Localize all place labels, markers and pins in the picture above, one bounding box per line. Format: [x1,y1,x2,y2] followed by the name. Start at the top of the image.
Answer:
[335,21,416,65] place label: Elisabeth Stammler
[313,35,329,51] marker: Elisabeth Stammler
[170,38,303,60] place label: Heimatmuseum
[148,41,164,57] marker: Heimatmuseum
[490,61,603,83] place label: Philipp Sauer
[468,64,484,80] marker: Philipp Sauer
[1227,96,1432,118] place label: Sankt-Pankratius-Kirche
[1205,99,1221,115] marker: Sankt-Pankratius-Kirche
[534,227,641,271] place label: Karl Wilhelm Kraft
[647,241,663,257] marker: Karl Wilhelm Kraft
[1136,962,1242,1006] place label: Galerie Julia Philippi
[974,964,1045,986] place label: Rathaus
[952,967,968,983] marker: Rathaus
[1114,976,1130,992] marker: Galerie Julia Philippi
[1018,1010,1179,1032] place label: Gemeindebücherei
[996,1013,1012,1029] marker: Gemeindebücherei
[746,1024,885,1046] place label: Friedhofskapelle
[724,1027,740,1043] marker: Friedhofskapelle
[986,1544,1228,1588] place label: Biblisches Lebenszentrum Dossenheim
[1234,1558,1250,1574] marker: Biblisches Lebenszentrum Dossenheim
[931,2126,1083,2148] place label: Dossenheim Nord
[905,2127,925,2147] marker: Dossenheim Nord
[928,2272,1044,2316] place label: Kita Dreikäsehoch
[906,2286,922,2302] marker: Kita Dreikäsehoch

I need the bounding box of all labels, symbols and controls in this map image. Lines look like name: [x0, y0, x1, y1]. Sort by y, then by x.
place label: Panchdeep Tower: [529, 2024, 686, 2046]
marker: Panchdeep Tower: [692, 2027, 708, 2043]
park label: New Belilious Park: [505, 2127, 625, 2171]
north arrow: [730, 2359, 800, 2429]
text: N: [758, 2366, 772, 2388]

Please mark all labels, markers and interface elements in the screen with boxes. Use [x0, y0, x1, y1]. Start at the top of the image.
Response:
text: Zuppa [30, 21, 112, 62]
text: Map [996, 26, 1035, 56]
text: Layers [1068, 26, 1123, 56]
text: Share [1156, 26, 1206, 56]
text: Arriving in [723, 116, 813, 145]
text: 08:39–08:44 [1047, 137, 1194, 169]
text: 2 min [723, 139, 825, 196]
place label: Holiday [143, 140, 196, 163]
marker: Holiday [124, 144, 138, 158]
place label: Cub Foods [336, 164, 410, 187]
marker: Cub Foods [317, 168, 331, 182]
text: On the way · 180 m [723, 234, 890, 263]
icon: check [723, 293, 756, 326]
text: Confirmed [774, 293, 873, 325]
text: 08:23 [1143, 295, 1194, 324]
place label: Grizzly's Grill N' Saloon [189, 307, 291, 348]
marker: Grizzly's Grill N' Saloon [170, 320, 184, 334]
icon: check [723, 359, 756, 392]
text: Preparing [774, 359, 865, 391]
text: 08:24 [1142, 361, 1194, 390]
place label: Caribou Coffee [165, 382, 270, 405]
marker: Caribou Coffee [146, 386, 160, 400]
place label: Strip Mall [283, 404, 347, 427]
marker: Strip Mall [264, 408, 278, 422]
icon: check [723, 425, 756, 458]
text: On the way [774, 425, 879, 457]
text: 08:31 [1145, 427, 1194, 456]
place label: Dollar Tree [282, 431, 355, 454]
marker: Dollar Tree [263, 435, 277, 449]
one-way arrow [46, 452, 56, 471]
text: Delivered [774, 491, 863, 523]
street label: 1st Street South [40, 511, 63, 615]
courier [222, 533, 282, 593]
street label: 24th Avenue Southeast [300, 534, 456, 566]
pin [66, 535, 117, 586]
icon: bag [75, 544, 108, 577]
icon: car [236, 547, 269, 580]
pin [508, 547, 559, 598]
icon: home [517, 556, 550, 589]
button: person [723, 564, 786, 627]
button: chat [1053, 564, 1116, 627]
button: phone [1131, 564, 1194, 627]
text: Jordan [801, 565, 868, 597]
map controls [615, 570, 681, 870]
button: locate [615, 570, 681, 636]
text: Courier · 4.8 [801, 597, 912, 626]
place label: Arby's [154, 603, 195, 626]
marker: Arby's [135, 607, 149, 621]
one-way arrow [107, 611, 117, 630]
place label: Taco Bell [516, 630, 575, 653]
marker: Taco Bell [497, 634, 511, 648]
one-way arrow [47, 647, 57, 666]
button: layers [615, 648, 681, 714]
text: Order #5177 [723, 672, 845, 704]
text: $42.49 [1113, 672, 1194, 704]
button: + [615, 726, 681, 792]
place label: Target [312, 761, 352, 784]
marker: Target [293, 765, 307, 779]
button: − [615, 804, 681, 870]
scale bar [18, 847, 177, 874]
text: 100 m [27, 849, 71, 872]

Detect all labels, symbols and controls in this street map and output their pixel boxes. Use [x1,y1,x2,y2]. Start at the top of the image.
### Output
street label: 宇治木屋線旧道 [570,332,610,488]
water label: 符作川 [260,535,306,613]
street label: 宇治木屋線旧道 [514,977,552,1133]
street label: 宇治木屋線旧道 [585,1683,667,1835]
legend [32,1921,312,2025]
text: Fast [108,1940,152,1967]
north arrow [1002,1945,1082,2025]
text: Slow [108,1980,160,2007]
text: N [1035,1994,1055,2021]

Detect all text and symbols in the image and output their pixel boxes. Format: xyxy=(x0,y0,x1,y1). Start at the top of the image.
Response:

----------

§ DESCRIPTION OF THE TASK
Copy each line of the data above that holds "boxes".

§ RESPONSE
Please mark all labels, markers and interface elements in the screen with boxes. Use [x0, y0, x1, y1]. Start at the top of the image.
Detect all labels, symbols and controls in this street map and output their pixel boxes. Use [x1,y1,x2,y2]. Start at the top of the image.
Detect all text and symbols in the image and output their pixel boxes. Format: xyxy=(x0,y0,x1,y1). Start at the top of the image.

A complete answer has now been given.